Hunting for a bargain-rate mortgage? Better spend some time on the search.It won't take long to spot rates advertised in the low single digits. Choosing a "bargain" loan, though, could end up being a costly mistake.
More lenders are aggressively pushing mortgage products designed specifically so that borrowers' payments will hover below what they'd initially pay if they chose the industry standard -- the 30-year, fixed-rate mortgage, says Jack Guttentag, who dubs himself "the mortgage professor," and runs a consumer-oriented Web site. It could prove costly if a borrower grabs one of these mortgages without carefully examining the provisions in the contract for future payment hikes, notes Allegra Calder, research analyst at Harvard University's Joint Center for Housing Studies.
Calder worries that some home buyers are selecting the lower rate mortgages -- which are usually adjustable-rate mortgages (ARMs) -- so that they can afford payments on a house right now, without seriously pondering how they'll handle payment hikes later. Calder says her fear is borne out by the fact that "higher shares of ARMs are being made in cities where housing costs are relatively high. "As every consumer knows, however, a bargain should never be ignored.
Experts say that ARMs and other loans offering initial discounts are appropriate, as long as borrowers study key issues:- How does this loan really work? When a borrower applies for an ARM, lenders are required to provide them with a special disclosure sheet that outlines how the interest rate may change over time. The disclosure will detail how the rate can go up or down, based upon the movements of an index, like the one-year Treasury. The rate of the index at the time the mortgage comes up for adjustment, plus a margin, like 2 percentage points, is the new rate the borrower pays. "Different lending companies write their disclosures differently, and some of the disclosures are clearer than others," Guttentag says. It's not unusual for borrowers to ask for a copy of the disclosure to take to their financial adviser or to study at home before they sign it and formally apply, says Dave Mallon, vice president of the Midwest Financial Group Inc., Barrington.
At his Web site, www.mtgprofessor.com, Guttentag posts free tutorials and tables designed to help consumers make sense of ARM disclosures. "You print out a copy of the worksheet of ARM features and then get the loan officer to plug in the variables, " Guttentag says.- Can I handle the future risk?
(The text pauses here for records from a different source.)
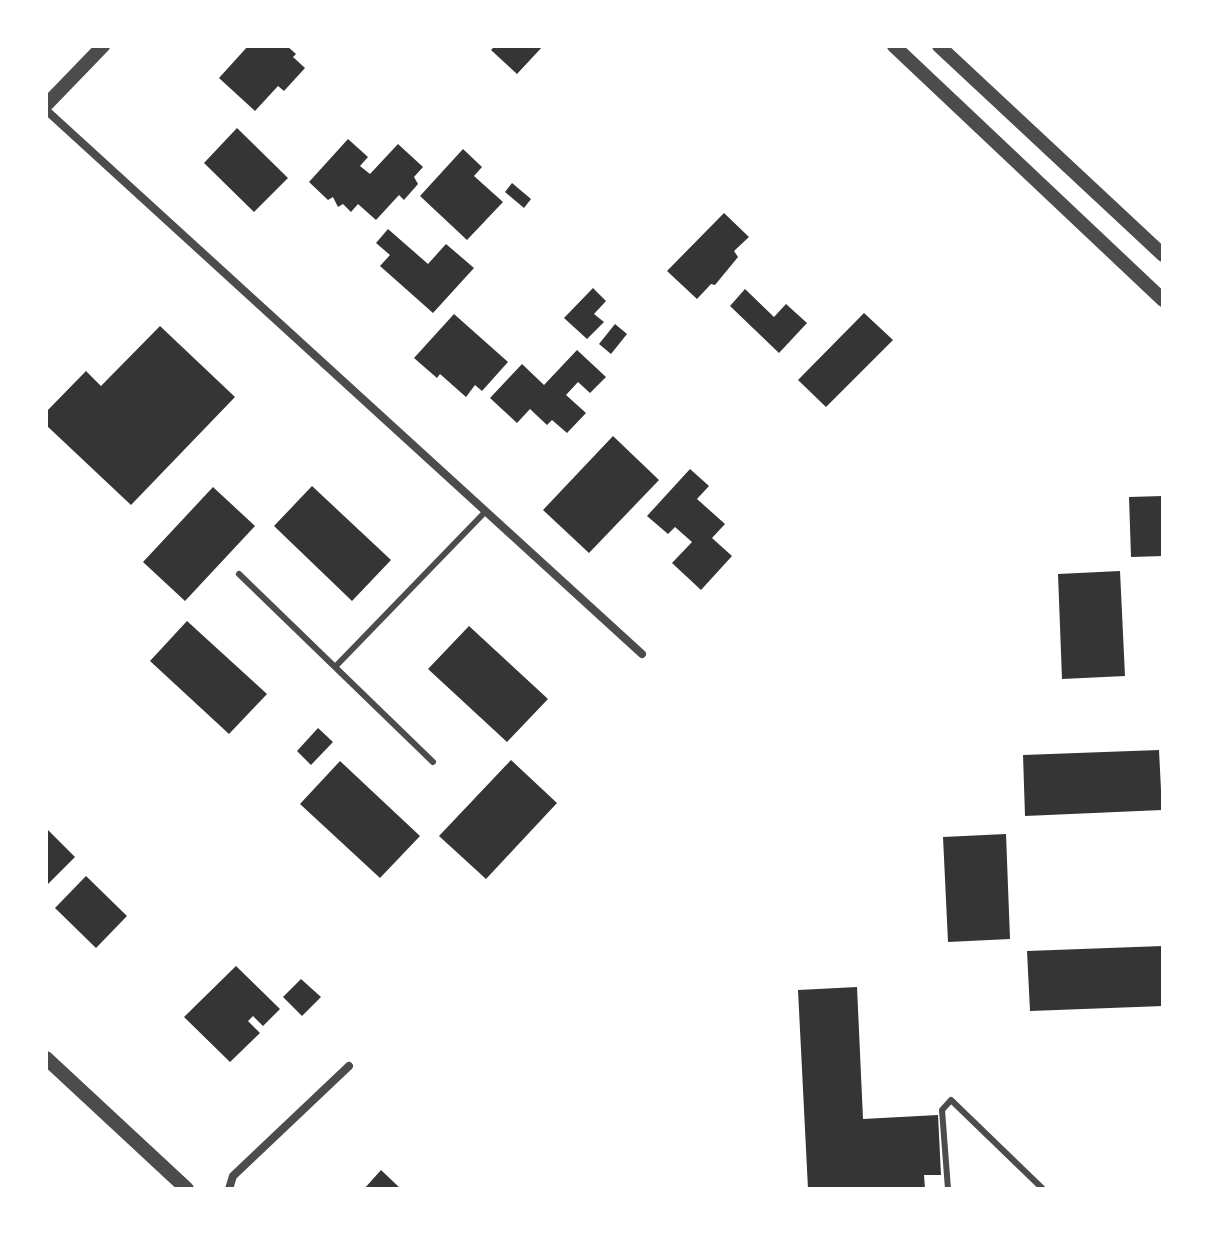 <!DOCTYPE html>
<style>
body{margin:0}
#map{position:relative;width:1209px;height:1235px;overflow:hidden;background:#fff;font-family:"Varela Round",sans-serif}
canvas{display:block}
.frame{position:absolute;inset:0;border:48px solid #fff;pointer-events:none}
</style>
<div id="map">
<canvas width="1209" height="1235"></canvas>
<div class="frame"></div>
</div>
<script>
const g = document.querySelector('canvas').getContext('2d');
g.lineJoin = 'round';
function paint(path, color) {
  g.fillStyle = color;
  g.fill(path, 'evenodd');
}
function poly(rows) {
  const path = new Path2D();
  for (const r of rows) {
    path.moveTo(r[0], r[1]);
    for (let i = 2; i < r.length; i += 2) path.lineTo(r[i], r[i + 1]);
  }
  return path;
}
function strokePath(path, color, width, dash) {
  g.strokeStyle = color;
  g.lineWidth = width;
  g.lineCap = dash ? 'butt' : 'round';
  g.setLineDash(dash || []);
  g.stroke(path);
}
paint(poly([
 [248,46,287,46,296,54,293,57,305,68,284,91,278,86,255,111,219,78],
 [495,46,543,46,517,74,491,50],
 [237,128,288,178,254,212,204,163],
 [348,139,368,157,360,166,370,174,398,144,423,167,414,177,418,184,404,200,399,195,376,220,358,204,351,212,343,204,338,207,333,197,328,200,309,182],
 [463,149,482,167,474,176,503,202,467,240,420,196],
 [512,183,531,199,524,208,505,192],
 [724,213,749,237,734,251,738,257,715,285,711,284,697,299,667,271],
 [388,229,428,264,446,244,474,268,433,313,380,266,390,255,376,243],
 [593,288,606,301,594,314,604,322,587,339,564,318],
 [745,289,774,317,786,304,807,323,779,353,730,306],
 [864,313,893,340,826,407,798,380],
 [454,314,508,362,482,391,475,385,466,397,440,374,437,378,414,358],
 [615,324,627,334,611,354,599,344],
 [160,326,235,397,131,505,46,425,46,412,86,371,101,386],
 [577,350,606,377,590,393,578,382,566,395,586,413,567,433,552,420,547,425,530,409,517,423,490,398,522,364,544,385],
 [613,436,659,480,589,553,543,510],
 [690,469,709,486,697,499,725,524,712,538,732,556,701,590,672,563,692,542,675,527,668,534,647,516],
 [312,486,391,560,352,601,274,526],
 [213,487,255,526,185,601,143,562],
 [1163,496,1163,556,1131,557,1129,497],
 [1120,571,1125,676,1062,679,1058,574],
 [187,621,267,694,229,734,150,661],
 [469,626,548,699,507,742,428,669],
 [318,728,333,742,311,765,297,751],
 [1159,750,1162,810,1025,816,1023,755],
 [511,760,557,803,486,879,439,836],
 [340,761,420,836,380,878,300,804],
 [46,828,75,857,46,886],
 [1006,834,1010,939,948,942,943,837],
 [86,876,127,916,96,948,55,908],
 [1163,946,1163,1006,1030,1011,1027,951],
 [236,966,280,1009,263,1026,253,1016,248,1021,260,1033,230,1062,184,1017],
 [301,979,321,997,302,1016,283,997],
 [857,987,863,1119,938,1115,941,1175,924,1175,925,1189,808,1189,798,990],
 [381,1170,401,1189,364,1189]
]), '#353535');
strokePath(poly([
 [239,574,433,762],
 [335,667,486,511],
 [948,1189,942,1110,951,1100,1043,1189]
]), '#4c4c4c', 6);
strokePath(poly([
 [46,110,642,654],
 [229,1189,233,1176,349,1066]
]), '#4c4c4c', 8);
strokePath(poly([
 [894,46,1163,300],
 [939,46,1163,255],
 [46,105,103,46],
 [46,1058,187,1189]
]), '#4c4c4c', 14);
</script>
Suppose you choose a loan where the interest rate can rise each year, and by the end of the fourth year your rate is 5 percentage points higher than when you started.
Lenders won't give a mortgage to someone unless they're reasonably certain they'll be able to afford the payments, says Doug Duncan, economist at the Mortgage Bankers Association, a Washington D.C. trade group. Still, it's up to borrowers to ponder how comfortable they will be with a mortgage payment that may be much bigger in years ahead. In many cases, a lender will approve a borrower for ARMs that adjust each year based upon the highest possible rate on that first year adjustment, says Bill Silverthorne, loan officer, Ameritrust Mortgage Corp., Crystal Lake.
Still, it's up to the borrower to decide whether she or he will have the income to handle bigger payments year ahead.- Am I excited about the size of the first monthly payment? Borrowers tend to make mistakes if they choose a loan primarily because their initial monthly payment is lower than it would be with other mortgage options, Calder says.If lenders or others involved in the home-buying transaction aggressively tout how much the first monthly payment is, be especially wary, she warns.
Guttentag concurs that focusing on the size of the first monthly payment can distract borrowers from the actual cost of the mortgage. In particular, he's concerned about a mortgage type known as the "flexible payment ARM". "These are usually offered at a starting interest rate of less then 2 percent, but that jumps significantly by the second month," Guttentag notes. However, borrowers are able to keep the same payment throughout the first year, with the extra interest charge amounts added to the loan balance.But eventually, borrowers are required to catch up, and they could find that their monthly payments several years down the road are double what they started at, Guttentag warns. "I think 99 percent of the people who go into this, don't know [the details]," he concludes.